Do teenagers have to slam doors?
If puberty were a sound, it would be the slamming of a door. This piercing, banging sound - an unmistakable mix of indifference and frustration - forms the soundtrack to a never-ending phase that all parents of teenagers are probably familiar with.
Door-breaking is the language of the otherwise rather taciturn pubescent. He uses it to say such nuanced things as «Leave me alone», «You don't understand me» or «Everyone else is allowed to do that».
What the pubescent doesn't know or only dimly realises is that the bang penetrates directly into the innermost chamber of the parent's heart and leaves behind a terrible emotional chaos of inability, anger, rejection and failure. «I've done everything wrong», you think, «Are other children like this too?» you ask yourself.
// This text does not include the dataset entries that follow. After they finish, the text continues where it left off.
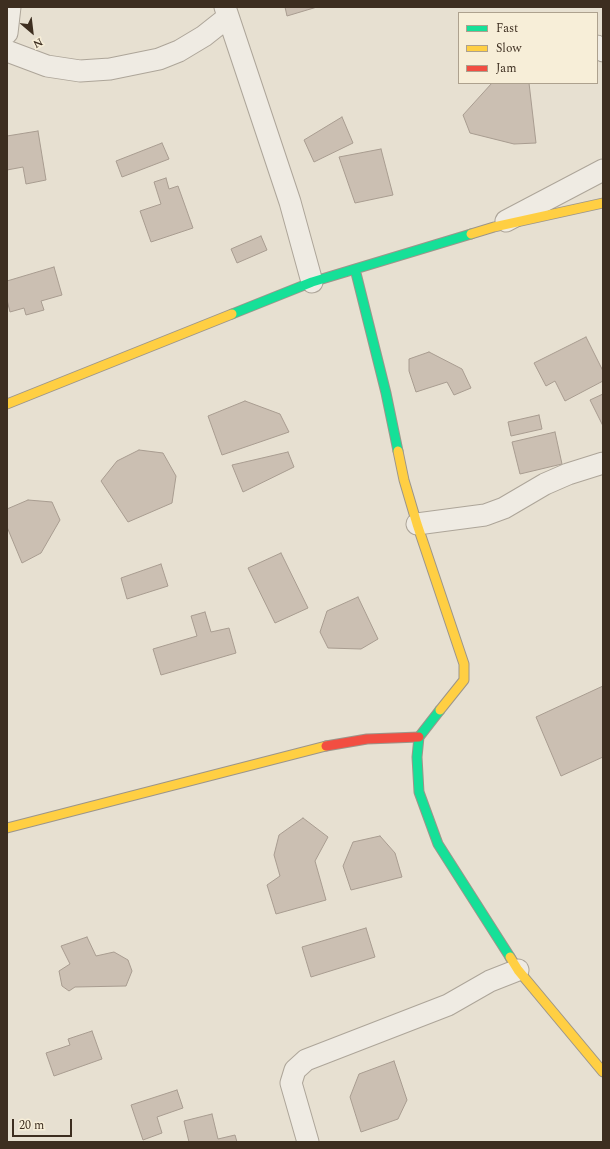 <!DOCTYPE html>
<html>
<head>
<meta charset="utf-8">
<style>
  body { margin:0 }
  #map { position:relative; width:610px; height:1149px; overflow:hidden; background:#e7e0d1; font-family:Spectral,serif }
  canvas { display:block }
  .frame { position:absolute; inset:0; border:8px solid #3d2e20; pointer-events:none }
  .legend { position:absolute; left:458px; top:12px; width:140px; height:72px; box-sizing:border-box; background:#f7eed8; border:1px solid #ada18e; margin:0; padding:5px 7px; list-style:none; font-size:12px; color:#3d2e20 }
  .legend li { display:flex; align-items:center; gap:8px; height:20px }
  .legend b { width:20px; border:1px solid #ada18e }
  .north { position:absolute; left:12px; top:12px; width:40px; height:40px; -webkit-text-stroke:3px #f7eed8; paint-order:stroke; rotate:152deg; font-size:11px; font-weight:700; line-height:16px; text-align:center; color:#3d2e20 }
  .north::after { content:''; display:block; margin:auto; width:14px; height:18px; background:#3d2e20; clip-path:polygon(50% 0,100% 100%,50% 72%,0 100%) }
  .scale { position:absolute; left:12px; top:1119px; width:60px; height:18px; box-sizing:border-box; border:2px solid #3d2e20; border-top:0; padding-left:5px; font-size:12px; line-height:14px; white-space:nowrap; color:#3d2e20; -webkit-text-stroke:3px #f7eed8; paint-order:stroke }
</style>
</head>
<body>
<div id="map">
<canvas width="610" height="1149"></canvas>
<div class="frame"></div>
<ul class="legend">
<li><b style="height:5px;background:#16e098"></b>Fast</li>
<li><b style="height:5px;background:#ffcf43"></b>Slow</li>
<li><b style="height:5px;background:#f24e42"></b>Jam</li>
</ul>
<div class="north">N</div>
<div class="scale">20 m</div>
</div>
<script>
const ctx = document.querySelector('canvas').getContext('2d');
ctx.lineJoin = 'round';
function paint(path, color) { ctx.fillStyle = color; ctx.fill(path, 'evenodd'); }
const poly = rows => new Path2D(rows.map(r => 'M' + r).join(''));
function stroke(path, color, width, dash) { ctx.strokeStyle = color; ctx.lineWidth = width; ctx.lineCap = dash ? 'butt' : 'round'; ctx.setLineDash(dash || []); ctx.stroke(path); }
const building = poly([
  [285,7,317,7,287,16,285,7],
  [492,83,529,83,536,143,514,144,470,133,463,115,492,83],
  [342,117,353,143,314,162,304,140,342,117],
  [38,131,46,180,26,184,23,167,7,170,7,136,38,131],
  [162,143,169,159,122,177,116,161,162,143],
  [381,149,393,195,355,203,339,157,381,149],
  [166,178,169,189,178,186,193,228,151,242,140,211,161,204,154,182,166,178],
  [261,236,267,250,237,263,231,249,261,236],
  [54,267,62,295,41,301,44,310,26,315,24,308,10,312,7,300,7,281,54,267],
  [586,337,603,371,603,381,565,401,555,381,546,386,534,363,586,337],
  [429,352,462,369,471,388,454,395,447,382,416,392,409,371,409,359,429,352],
  [603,394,603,426,590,400,603,394],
  [245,401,280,414,289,432,222,455,208,416,245,401],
  [539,415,542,429,511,436,508,422,539,415],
  [555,432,562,464,520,474,512,442,555,432],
  [139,450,163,453,176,476,172,503,128,522,101,481,117,461,139,450],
  [288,452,294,467,243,492,232,465,288,452],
  [28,500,52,502,60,520,41,553,22,563,7,527,7,509,28,500],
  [281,553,308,608,275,623,248,568,281,553],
  [161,564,168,586,127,599,121,578,161,564],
  [358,597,378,639,361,649,328,648,320,632,327,611,358,597],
  [205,612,211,632,229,628,236,653,161,675,153,649,197,636,191,616,205,612],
  [603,686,603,757,561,776,536,717,603,686],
  [303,818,328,837,315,861,326,900,276,914,267,885,280,876,274,855,279,835,303,818],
  [380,836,395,853,402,877,351,890,343,866,353,842,380,836],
  [366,928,375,957,311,977,302,947,366,928],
  [87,937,96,956,114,952,128,960,132,971,126,986,75,987,69,991,62,986,59,971,70,964,61,946,87,937],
  [92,1031,102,1059,54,1076,46,1053,70,1045,68,1039,92,1031],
  [394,1061,407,1100,398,1119,361,1132,350,1097,359,1074,394,1061],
  [177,1090,183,1108,157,1117,162,1133,143,1140,131,1105,177,1090],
  [212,1114,218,1139,235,1135,237,1142,189,1142,184,1121,212,1114]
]);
paint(building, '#cbbfb2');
stroke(building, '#a89c90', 1);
const street = poly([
  [225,7,290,202,312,282],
  [7,33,10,7],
  [597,46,603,51],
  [7,51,47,66,80,71,110,69,159,59,179,51,204,36,228,17],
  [506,221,603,170],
  [417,524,485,515,504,508,545,484,568,474,603,463],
  [308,1142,291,1083,295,1070,306,1060,448,1005,490,981,518,970]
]);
const fast = poly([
  [355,269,386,393,398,451],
  [232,314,312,282,471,234],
  [440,710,419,737,417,757,419,792,438,844,510,957]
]);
const slow = poly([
  [471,234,494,227,603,203],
  [7,404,232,314],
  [398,451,404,480,417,524,464,664,464,680,440,710],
  [7,828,326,746],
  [510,957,518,970,603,1072]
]);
const jam = poly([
  [326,746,367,739,419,737]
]);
stroke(street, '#ada599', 23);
stroke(fast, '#9c958a', 11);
stroke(slow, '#9c958a', 11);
stroke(jam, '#9c958a', 11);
stroke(street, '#efebe3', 21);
stroke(fast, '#16e098', 9);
stroke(slow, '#ffcf43', 9);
stroke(jam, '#f24e42', 9);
</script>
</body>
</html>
And sometimes, really only sometimes, but you know what I'm talking about, you also think: «Why did I have children?»
I've heard this reproachful banging so often, but I've never really got used to it.
By the way, you never think what you say to other parents whose teenagers bang doors: «It's not so bad, we were young once too.»
I've heard this reproachful banging so often and yet I've never really got used to it. Each time it hits me with a fierceness as if someone had punched me in the face, no, worse: as if someone was questioning my whole person.
I have seriously considered taking the doors of the children's rooms off their hinges several times, simply to stop them banging. But then I decided against it, because otherwise the booming basses from the teenagers' room would come crashing into our lives unfiltered.
Of course, I realise that young people need this form of physical demarcation in order to define their own individuality. They don't do it to annoy us, but to feel themselves. But can't it be done a little more quietly?
My advice to all teenagers is this: leave your parents alone and be rebellious against everyone else!
I often think of Lisa Stansfield, the British pop singer («Been around the world and I, I, I... I can't find my baby»), whom I had the honour of interviewing a few years ago. We were talking about this and that and for some reason we suddenly ended up talking about her close relationship with her parents. This dialogue then developed:
«Have you ever rebelled against your parents?» I asked. «It's not that we didn't have any conflicts,» she replied, «but I was lucky enough in life not only to respect my parents, but also to really appreciate them.»
At that moment, I moved closer to the table in excitement and knocked over the coffee cup. «You've never banged the door?» I asked incredulously as I put the cup back up and wiped the coffee off the table with a makeshift napkin. «Maybe so,» she said calmly, «but never at home, more at school. I wanted to set myself apart there. My advice to all teenagers is this: leave your parents alone and be rebellious against everyone else!»
Oh, if only all young people could be a bit like Lisa Stansfield.